▶ [TASK INSTRUCTIONS]: Repeat the listing below exactly.

▶ [DATASET EXTRACT]:
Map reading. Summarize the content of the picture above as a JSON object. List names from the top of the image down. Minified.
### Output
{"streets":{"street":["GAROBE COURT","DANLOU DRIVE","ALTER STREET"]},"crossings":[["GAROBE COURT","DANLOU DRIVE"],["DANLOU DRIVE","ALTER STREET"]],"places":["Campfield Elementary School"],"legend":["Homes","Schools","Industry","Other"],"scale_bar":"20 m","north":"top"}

▶ [TASK RESULT]:
Map reading. Summarize the content of the picture above as a JSON object. List names from the top of the image down. Minified.
### Output
{"streets":{"street":["GAROBE COURT","DANLOU DRIVE","ALTER STREET"]},"crossings":[["GAROBE COURT","DANLOU DRIVE"],["DANLOU DRIVE","ALTER STREET"]],"places":["Campfield Elementary School"],"legend":["Homes","Schools","Industry","Other"],"scale_bar":"20 m","north":"top"}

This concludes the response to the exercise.